╭─ RAW DATA

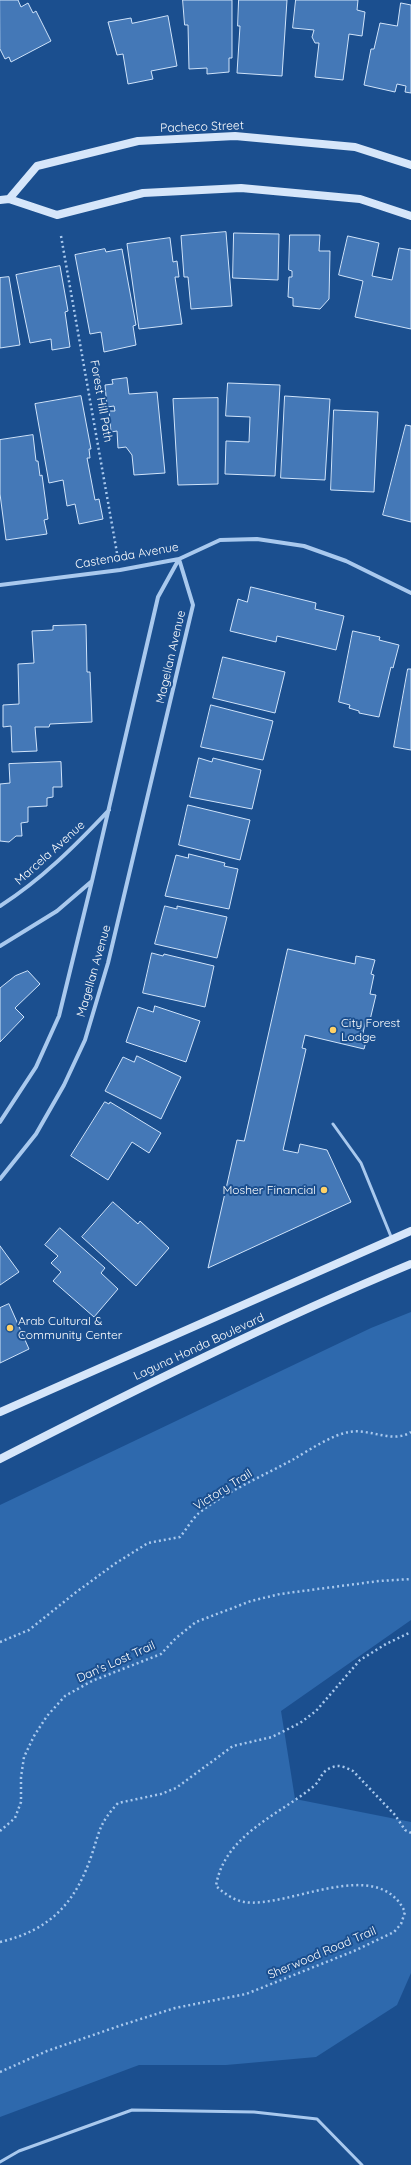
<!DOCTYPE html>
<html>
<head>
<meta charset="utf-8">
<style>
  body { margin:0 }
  canvas { display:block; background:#1b4f8f }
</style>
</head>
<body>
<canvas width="411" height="2165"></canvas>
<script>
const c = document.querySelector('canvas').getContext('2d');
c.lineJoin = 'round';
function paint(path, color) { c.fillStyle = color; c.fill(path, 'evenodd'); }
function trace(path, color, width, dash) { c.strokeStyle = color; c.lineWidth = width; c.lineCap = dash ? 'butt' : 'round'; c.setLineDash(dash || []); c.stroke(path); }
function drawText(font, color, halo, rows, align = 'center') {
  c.font = font + ' Quicksand,sans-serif'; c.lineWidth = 4; c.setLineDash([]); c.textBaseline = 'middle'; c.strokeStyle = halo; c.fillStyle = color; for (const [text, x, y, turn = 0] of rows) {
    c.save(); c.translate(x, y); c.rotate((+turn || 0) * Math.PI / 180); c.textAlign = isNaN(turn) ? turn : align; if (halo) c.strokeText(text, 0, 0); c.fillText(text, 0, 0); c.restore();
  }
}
const green = new Path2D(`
  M411 1312V1620L281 1711 295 1799 411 1822V1973L397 2005 316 2057 226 2065H139L0 2117V1505L371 1328Z`);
const building = new Path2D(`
  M0 0H18L21 7 28 3 33 13 36 11 51 41 11 62 9 57 5 59 0 49Z
  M183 0H232V58H229V72L207 74V68L189 69 188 25H185Z
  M239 0H287L282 76 237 73 240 26H238Z
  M296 0H358L357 10 365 12 362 36 349 34 343 80 315 77 319 43H315L312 37 314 30 293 28Z
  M401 3 411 5V93L405 92 406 86 397 84 395 92 364 85 371 49H374L380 23 397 26Z
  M168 16 177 66 151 71 153 79 128 84 123 54 117 55 108 22 131 18 132 23Z
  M226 232 232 306 191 309 188 277H184L181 236Z
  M234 233 279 234 278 280 233 278Z
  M290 235H320L319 251H330L329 299 320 309 293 306V298L288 297 289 277H292V271L289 270Z
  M348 236 379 243 372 276 392 280 399 248 411 250V329L355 317 363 281 339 275Z
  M170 238 173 262 177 261 179 277H175L182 324 139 329 127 244Z
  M105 249 106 252 122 249 136 325 133 326 136 345 104 352 101 332 90 334 75 255Z
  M60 266 68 311 65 312 70 347 52 350 51 339 30 343 16 275Z
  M9 277 20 345 0 348V278Z
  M127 378 129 394 157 392 165 473 134 475 132 455 126 447 118 448 117 431 111 432 109 411H115L114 406 107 407 105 385 113 384 112 380Z
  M228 383 280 385 275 476 225 474 226 441 249 442 250 417 226 416Z
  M81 396 91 449H89L90 458H87L95 500 99 499 103 519 79 524 75 504 67 506 63 480 49 483 35 404Z
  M285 396 330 399 325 480 281 478Z
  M218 398V484L178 485 173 399Z
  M334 410 378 412 374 492 331 490Z
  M406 425 411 426V522L383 515Z
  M33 435 36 461H38L40 476 42 475 48 519 44 520 47 534 6 540 0 494V440Z
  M251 587 316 603 315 609 344 616 336 650 277 636 276 642 230 631 238 599 247 602Z
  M86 625 87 672H90L92 722 50 724 49 727H35L37 751 12 752 11 726 3 727V705L19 704 18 664 34 663 32 631 53 630V626Z
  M353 631 380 637 379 640 399 645 393 668 391 667 379 717 359 713V711L349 708 350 705 339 702Z
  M223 657 285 672 275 713 213 698Z
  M408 669H411V750L394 747Z
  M211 705 273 721 263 760 201 747Z
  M199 758 212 762 213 758 261 770 252 809 190 797Z
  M61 762 62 787H53V797L47 798V806L28 807V822L21 823 22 836H16L9 842 0 841V784L10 783 9 764Z
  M188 805 250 820 240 860 179 845Z
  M189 854 225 863 224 866 238 869 229 909 165 896 176 855 188 858Z
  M165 906 177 909V906L227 917 217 958 155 944Z
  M288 949 355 964 356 956 375 960 371 974 374 975 370 994 376 995 370 1020H366L362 1037 367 1038 364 1049 305 1035 302 1048 306 1049 283 1150 298 1153 300 1144 327 1150 351 1202 208 1268 237 1140 244 1141Z
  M152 953 163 956 164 954 214 966 205 1007 143 993Z
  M28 971 40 984 15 1008 24 1017 0 1042V988L15 976Z
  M155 1006 200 1021 186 1062 126 1042 138 1007 153 1012Z
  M137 1056 181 1077 161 1119 105 1091 123 1057 134 1062Z
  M105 1102 109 1104 110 1102 161 1133 149 1153 132 1142 108 1180 71 1156Z
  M113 1202 138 1224 140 1221 169 1248 136 1286 82 1237Z
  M60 1228 105 1268 101 1273 118 1289 94 1317 53 1281 61 1272 51 1263 58 1256 45 1245Z
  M0 1246 19 1272 0 1285Z
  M9 1304 29 1349 0 1363V1308Z`);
const path = new Path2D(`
  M61 236 117 553
  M0 1642 29 1630 75 1593 116 1563 148 1543 180 1537C186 1530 192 1519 199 1513 227 1491 263 1476 294 1459 309 1450 332 1435 349 1432 370 1428 392 1444 411 1432
  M0 1831 15 1818 21 1802V1777L24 1757 34 1736 47 1716 65 1696 92 1681 161 1654 176 1638 196 1622 251 1601 280 1594 379 1581 411 1579
  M0 1942C51 1930 76 1902 92 1854 100 1829 100 1823 118 1803L161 1794 176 1788 233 1746 272 1737 300 1723 316 1711 360 1660 386 1644 411 1632
  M0 2072 47 2051 122 2025 175 2008 246 1994 354 1951 394 1932 401 1924 405 1912C378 1854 288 1909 244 1902 233 1900 224 1893 216 1886 224 1835 279 1815 314 1786 322 1779 320 1771 333 1767 339 1764 347 1768 353 1771L395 1815 405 1830 411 1833`);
const lane = new Path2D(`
  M333 1124 361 1163 392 1239
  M0 2162 19 2151 132 2110 254 2112 317 2119 362 2165`);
const street = new Path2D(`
  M0 585 120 570 179 559 220 540 257 539 304 546 346 561 411 593
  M0 906C41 880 76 845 109 810
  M0 946 57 911 92 881
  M0 1122 36 1067 59 1016 92 881 158 597 179 559
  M0 1179 36 1134 64 1085 85 1040 108 963 193 605 179 559`);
const secondary = new Path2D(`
  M9 199 37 166 138 141 235 136 355 147 411 165
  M0 200 9 199 57 215 143 193 241 188 360 199 411 216
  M0 1412 411 1231
  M0 1459C135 1390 271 1322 411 1264`);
const markers = [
  [333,1030,4,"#ffd166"],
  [324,1190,4,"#ffd166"],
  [10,1328,4,"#ffd166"]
];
const streetNames = [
  ["Pacheco Street",202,127,-2],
  ["Forest Hill Path",101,401,80],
  ["Castenada Avenue",127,556,-10],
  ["Magellan Avenue",171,657,-77],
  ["Marcela Avenue",50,853,-42],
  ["Magellan Avenue",94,971,-74],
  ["Laguna Honda Boulevard",199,1347,-25],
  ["Victory Trail",223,1490,-32],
  ["Dan's Lost Trail",116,1662,-24],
  ["Sherwood Road Trail",322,1953,-23]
];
const poiNames = [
  ["City Forest",341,1023],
  ["Lodge",341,1037],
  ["Mosher Financial",316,1190,"right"],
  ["Arab Cultural &",18,1321],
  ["Community Center",18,1335]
];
paint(green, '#2e69ad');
paint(building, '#4478b7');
trace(building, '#cfe3fa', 1);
trace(path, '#a9c9ee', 2.5, [2, 3]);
trace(lane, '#a9c9ee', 3);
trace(street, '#a9c9ee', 4);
trace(secondary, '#d6e6fa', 8);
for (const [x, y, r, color] of markers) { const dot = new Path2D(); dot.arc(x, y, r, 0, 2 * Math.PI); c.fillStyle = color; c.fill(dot); trace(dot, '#1b4f8f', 1.5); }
drawText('12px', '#fff', '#1b4f8f', streetNames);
drawText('12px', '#fff', '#1b4f8f', poiNames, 'left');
</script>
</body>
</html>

╰─

■ **PROBLEM STATEMENT**
Write out, exactly and with no pictures, the lines of the data from the first through the line containing "c.lineJoin = 'round';".

■ **ANSWER BOX**
<!DOCTYPE html>
<html>
<head>
<meta charset="utf-8">
<style>
  body { margin:0 }
  canvas { display:block; background:#1b4f8f }
</style>
</head>
<body>
<canvas width="411" height="2165"></canvas>
<script>
const c = document.querySelector('canvas').getContext('2d');
c.lineJoin = 'round';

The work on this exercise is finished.